Whenever the word "feDisplacementMap" shows up in a line of the data, copy that line.
#### AVAILABLE DATA
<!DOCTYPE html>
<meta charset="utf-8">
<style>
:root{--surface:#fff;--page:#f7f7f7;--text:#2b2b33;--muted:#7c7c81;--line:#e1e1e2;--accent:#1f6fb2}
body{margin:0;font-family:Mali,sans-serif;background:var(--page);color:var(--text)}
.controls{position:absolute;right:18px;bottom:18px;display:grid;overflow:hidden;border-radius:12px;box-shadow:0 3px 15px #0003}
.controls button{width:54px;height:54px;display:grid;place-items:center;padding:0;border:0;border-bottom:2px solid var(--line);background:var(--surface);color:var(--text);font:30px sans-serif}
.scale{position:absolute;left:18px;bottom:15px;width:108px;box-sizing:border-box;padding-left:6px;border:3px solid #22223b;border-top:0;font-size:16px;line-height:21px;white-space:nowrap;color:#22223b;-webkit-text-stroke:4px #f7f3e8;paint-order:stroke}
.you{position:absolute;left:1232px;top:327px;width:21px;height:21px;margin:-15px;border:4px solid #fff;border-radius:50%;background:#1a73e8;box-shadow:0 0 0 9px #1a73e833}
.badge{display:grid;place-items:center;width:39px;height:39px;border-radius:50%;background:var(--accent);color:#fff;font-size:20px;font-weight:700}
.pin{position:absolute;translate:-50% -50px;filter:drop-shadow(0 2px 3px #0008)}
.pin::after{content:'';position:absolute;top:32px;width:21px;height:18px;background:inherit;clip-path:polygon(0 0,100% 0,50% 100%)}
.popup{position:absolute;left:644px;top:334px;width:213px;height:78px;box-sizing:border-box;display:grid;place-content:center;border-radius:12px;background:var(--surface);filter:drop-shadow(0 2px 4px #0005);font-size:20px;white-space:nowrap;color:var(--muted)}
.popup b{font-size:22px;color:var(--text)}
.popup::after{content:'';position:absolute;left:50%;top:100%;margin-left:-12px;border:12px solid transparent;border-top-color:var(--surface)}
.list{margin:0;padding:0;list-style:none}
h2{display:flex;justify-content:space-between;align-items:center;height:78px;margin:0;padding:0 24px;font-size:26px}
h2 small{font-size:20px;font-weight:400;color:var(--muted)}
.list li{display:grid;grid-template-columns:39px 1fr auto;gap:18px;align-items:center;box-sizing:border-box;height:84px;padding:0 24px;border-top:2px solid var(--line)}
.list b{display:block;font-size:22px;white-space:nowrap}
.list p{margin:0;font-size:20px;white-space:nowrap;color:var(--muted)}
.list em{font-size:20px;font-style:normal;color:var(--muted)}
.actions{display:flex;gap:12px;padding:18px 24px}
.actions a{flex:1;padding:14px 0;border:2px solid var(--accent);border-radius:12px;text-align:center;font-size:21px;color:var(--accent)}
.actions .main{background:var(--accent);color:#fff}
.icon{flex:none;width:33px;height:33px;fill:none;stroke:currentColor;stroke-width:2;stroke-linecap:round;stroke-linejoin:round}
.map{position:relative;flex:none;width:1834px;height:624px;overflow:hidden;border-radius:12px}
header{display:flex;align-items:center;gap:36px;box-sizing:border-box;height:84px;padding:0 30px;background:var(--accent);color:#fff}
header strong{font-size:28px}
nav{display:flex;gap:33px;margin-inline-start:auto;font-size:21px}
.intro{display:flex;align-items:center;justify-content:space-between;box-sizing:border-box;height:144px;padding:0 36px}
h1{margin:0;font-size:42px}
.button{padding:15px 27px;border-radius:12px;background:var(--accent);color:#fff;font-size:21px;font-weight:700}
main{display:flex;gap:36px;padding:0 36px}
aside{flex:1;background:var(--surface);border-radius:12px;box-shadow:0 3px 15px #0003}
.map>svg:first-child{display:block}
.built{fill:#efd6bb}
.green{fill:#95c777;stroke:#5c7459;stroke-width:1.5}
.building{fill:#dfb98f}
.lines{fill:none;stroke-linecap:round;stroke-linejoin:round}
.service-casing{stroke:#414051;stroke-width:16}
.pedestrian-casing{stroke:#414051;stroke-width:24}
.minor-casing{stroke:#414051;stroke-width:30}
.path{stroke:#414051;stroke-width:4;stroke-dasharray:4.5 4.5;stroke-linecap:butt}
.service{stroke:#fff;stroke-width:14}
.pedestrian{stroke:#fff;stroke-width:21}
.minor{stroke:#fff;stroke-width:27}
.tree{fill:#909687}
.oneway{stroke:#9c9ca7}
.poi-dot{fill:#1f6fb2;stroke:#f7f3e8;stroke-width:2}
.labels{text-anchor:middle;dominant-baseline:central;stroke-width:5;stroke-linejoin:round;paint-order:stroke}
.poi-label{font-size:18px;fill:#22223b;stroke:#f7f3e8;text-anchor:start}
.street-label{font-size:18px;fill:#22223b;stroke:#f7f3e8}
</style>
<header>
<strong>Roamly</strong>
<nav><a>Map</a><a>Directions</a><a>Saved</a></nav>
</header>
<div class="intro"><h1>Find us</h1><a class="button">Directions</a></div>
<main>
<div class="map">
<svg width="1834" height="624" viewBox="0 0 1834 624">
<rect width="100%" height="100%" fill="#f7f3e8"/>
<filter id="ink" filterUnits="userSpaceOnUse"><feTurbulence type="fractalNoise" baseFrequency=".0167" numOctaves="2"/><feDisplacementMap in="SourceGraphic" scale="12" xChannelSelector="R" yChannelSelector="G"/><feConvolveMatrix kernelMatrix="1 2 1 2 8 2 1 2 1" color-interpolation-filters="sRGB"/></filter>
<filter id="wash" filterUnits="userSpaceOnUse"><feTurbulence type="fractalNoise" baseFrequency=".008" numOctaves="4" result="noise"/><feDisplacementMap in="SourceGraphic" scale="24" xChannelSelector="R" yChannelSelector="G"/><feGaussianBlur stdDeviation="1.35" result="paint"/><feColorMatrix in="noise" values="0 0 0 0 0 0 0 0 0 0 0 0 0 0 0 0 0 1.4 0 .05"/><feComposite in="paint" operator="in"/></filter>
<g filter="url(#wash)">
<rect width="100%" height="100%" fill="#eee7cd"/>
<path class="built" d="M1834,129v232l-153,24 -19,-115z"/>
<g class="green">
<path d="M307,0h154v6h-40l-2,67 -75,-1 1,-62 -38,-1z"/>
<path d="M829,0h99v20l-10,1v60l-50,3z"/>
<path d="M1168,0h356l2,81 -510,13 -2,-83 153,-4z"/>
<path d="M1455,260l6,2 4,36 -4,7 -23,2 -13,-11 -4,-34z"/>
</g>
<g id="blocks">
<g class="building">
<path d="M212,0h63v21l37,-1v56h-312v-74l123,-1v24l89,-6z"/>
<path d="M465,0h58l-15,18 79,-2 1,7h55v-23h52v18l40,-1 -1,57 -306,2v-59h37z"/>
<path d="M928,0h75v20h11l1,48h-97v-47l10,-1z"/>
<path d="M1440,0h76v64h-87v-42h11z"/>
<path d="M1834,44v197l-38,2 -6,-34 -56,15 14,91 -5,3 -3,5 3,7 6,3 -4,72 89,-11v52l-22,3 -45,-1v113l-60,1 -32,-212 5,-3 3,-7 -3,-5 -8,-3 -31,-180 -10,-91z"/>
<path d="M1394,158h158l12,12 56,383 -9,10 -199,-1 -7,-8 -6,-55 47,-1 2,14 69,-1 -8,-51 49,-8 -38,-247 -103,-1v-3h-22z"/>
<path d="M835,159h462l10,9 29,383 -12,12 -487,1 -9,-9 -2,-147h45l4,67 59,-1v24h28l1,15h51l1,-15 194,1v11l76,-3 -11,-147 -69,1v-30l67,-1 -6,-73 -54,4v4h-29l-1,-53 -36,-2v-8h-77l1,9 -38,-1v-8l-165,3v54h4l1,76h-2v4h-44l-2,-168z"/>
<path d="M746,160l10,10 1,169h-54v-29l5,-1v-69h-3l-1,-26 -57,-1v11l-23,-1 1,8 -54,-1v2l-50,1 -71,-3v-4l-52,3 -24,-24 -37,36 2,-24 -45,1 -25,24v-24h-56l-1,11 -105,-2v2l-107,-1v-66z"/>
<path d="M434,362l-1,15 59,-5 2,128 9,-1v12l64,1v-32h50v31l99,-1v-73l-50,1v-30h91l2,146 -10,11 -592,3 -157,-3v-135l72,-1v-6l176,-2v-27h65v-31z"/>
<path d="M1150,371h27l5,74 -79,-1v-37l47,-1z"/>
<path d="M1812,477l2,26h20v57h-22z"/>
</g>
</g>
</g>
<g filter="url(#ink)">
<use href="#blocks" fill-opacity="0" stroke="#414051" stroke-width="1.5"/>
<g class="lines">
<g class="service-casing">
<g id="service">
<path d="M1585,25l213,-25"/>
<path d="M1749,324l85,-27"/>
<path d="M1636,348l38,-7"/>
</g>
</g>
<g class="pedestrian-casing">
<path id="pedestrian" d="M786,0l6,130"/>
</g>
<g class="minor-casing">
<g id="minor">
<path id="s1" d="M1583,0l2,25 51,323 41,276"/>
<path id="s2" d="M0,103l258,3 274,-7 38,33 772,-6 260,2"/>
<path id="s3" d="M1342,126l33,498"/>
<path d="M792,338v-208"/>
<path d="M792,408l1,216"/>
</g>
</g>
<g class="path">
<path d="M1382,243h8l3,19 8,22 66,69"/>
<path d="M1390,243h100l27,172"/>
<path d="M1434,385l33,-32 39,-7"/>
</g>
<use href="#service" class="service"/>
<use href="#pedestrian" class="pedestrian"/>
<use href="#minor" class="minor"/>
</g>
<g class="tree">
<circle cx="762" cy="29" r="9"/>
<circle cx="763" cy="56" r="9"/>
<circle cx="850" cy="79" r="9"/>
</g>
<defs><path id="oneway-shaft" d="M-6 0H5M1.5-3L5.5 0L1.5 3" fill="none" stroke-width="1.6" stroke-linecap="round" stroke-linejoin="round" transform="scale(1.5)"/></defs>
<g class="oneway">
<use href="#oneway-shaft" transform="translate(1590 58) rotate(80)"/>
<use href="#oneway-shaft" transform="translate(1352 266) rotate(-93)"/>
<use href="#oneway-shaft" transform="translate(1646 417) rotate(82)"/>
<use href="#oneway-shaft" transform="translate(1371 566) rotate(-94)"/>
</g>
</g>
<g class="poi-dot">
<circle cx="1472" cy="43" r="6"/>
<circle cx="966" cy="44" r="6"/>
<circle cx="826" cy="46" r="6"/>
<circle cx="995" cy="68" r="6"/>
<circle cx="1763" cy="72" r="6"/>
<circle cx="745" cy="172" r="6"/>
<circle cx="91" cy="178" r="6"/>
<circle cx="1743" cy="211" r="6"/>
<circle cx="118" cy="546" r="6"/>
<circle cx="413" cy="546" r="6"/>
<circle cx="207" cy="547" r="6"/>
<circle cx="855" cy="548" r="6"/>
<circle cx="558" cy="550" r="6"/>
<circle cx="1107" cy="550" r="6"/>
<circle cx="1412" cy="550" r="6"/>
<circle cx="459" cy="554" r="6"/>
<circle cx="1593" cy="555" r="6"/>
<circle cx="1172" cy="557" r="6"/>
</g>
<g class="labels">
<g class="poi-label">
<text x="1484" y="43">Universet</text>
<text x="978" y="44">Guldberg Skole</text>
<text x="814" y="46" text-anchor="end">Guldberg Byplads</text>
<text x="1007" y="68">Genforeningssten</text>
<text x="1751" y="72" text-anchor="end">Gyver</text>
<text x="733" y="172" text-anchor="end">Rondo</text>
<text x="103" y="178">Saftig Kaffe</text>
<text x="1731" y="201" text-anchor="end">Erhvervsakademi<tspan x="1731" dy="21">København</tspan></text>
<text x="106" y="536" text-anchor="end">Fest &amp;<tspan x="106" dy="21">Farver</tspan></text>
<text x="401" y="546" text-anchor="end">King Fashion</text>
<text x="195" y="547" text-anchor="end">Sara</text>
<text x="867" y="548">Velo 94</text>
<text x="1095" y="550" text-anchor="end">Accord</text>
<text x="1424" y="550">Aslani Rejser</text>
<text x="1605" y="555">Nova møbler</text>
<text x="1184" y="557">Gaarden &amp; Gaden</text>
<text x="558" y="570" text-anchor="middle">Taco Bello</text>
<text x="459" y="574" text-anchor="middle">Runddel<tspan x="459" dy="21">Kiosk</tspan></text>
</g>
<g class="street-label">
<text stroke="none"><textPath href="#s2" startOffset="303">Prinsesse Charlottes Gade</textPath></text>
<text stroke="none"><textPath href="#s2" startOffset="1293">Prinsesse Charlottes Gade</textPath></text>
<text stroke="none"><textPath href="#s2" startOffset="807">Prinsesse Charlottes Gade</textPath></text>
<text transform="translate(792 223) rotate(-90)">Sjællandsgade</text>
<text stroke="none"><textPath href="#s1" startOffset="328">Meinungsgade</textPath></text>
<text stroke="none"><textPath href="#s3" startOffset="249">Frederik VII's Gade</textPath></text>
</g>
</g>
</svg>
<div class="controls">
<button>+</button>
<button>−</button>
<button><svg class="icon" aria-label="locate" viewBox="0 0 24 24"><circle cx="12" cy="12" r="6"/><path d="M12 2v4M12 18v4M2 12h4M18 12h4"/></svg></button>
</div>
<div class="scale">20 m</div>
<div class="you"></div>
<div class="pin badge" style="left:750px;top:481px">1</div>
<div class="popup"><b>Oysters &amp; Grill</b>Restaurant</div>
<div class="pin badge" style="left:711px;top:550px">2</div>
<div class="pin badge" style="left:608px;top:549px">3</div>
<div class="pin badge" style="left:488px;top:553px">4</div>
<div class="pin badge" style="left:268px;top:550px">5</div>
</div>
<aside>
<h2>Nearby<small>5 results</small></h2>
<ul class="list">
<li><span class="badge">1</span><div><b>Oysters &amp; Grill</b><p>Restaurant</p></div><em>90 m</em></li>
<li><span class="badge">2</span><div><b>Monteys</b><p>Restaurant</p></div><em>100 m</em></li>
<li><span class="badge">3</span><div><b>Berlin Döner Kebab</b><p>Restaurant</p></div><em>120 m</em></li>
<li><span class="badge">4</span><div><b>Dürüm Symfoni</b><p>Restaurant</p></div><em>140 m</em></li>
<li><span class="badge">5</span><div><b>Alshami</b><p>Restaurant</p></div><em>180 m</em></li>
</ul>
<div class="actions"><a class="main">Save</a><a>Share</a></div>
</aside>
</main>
########
> REPLY TO THE TASK
<filter id="ink" filterUnits="userSpaceOnUse"><feTurbulence type="fractalNoise" baseFrequency=".0167" numOctaves="2"/><feDisplacementMap in="SourceGraphic" scale="12" xChannelSelector="R" yChannelSelector="G"/><feConvolveMatrix kernelMatrix="1 2 1 2 8 2 1 2 1" color-interpolation-filters="sRGB"/></filter>
<filter id="wash" filterUnits="userSpaceOnUse"><feTurbulence type="fractalNoise" baseFrequency=".008" numOctaves="4" result="noise"/><feDisplacementMap in="SourceGraphic" scale="24" xChannelSelector="R" yChannelSelector="G"/><feGaussianBlur stdDeviation="1.35" result="paint"/><feColorMatrix in="noise" values="0 0 0 0 0 0 0 0 0 0 0 0 0 0 0 0 0 1.4 0 .05"/><feComposite in="paint" operator="in"/></filter>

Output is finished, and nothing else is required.